TASK PROMPT:
Retype exactly the lines below, beginning with the first and ending with the line where "Annotation task. Parse" appears.

EXERCISE DATA:
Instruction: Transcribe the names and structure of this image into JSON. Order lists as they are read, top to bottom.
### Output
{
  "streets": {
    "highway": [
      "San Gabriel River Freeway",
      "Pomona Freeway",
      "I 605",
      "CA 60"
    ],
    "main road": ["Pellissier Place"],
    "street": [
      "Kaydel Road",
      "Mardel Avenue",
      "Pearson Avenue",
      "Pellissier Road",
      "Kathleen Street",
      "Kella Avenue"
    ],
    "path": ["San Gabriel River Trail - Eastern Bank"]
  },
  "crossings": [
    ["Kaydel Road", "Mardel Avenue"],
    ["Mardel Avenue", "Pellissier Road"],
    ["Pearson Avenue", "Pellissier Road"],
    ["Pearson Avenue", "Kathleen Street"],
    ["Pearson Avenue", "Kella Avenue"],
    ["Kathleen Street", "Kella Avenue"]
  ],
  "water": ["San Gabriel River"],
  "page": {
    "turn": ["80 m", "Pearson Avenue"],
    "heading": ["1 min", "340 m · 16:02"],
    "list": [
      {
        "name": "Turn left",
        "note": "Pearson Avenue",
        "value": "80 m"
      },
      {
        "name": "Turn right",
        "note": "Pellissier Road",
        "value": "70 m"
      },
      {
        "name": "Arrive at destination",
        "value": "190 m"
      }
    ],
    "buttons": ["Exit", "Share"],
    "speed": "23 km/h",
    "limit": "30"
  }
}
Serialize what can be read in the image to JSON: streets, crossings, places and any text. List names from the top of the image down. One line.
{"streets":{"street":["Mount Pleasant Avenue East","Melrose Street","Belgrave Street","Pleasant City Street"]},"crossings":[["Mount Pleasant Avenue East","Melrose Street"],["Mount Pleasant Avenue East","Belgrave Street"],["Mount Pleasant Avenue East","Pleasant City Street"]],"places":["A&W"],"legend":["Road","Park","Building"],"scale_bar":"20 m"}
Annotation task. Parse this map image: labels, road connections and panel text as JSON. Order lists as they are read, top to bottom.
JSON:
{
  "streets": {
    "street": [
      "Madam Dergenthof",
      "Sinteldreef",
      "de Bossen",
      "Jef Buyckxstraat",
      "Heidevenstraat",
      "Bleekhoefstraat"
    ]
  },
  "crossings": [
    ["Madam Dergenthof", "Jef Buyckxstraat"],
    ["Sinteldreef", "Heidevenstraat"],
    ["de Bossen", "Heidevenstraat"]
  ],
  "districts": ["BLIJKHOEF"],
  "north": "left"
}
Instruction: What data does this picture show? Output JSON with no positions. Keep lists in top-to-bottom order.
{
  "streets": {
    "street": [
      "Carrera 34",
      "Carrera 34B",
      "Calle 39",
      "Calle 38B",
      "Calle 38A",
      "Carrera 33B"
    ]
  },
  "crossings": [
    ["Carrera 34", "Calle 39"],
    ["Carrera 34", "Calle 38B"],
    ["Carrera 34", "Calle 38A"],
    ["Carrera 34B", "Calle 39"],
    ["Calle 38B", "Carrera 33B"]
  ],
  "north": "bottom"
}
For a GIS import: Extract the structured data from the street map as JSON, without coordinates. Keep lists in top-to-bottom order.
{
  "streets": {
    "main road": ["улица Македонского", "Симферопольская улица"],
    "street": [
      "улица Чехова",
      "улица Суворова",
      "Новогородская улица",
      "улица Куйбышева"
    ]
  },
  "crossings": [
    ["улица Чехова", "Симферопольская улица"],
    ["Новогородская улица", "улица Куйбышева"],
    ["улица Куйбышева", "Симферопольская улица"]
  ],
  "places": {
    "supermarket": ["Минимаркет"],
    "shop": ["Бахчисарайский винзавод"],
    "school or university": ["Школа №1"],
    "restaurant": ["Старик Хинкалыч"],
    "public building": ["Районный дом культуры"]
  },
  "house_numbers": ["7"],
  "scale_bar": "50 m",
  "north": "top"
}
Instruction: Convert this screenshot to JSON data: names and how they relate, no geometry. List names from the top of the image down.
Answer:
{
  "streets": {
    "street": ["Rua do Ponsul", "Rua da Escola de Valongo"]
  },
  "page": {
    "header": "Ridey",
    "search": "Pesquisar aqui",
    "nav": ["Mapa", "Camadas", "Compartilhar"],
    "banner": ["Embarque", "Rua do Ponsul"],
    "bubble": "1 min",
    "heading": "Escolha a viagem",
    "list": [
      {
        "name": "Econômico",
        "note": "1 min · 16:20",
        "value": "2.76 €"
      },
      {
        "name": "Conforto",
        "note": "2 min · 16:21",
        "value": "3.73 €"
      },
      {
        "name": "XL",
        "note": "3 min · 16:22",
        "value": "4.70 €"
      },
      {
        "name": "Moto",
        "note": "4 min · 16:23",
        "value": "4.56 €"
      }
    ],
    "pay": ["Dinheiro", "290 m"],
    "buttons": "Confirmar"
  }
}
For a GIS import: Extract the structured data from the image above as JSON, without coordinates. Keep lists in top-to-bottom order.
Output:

SOLVED PROBLEM:
Instruction: Transcribe the names and structure of this image into JSON. Order lists as they are read, top to bottom.
### Output
{
  "streets": {
    "highway": [
      "San Gabriel River Freeway",
      "Pomona Freeway",
      "I 605",
      "CA 60"
    ],
    "main road": ["Pellissier Place"],
    "street": [
      "Kaydel Road",
      "Mardel Avenue",
      "Pearson Avenue",
      "Pellissier Road",
      "Kathleen Street",
      "Kella Avenue"
    ],
    "path": ["San Gabriel River Trail - Eastern Bank"]
  },
  "crossings": [
    ["Kaydel Road", "Mardel Avenue"],
    ["Mardel Avenue", "Pellissier Road"],
    ["Pearson Avenue", "Pellissier Road"],
    ["Pearson Avenue", "Kathleen Street"],
    ["Pearson Avenue", "Kella Avenue"],
    ["Kathleen Street", "Kella Avenue"]
  ],
  "water": ["San Gabriel River"],
  "page": {
    "turn": ["80 m", "Pearson Avenue"],
    "heading": ["1 min", "340 m · 16:02"],
    "list": [
      {
        "name": "Turn left",
        "note": "Pearson Avenue",
        "value": "80 m"
      },
      {
        "name": "Turn right",
        "note": "Pellissier Road",
        "value": "70 m"
      },
      {
        "name": "Arrive at destination",
        "value": "190 m"
      }
    ],
    "buttons": ["Exit", "Share"],
    "speed": "23 km/h",
    "limit": "30"
  }
}
Serialize what can be read in the image to JSON: streets, crossings, places and any text. List names from the top of the image down. One line.
{"streets":{"street":["Mount Pleasant Avenue East","Melrose Street","Belgrave Street","Pleasant City Street"]},"crossings":[["Mount Pleasant Avenue East","Melrose Street"],["Mount Pleasant Avenue East","Belgrave Street"],["Mount Pleasant Avenue East","Pleasant City Street"]],"places":["A&W"],"legend":["Road","Park","Building"],"scale_bar":"20 m"}
Annotation task. Parse this map image: labels, road connections and panel text as JSON. Order lists as they are read, top to bottom.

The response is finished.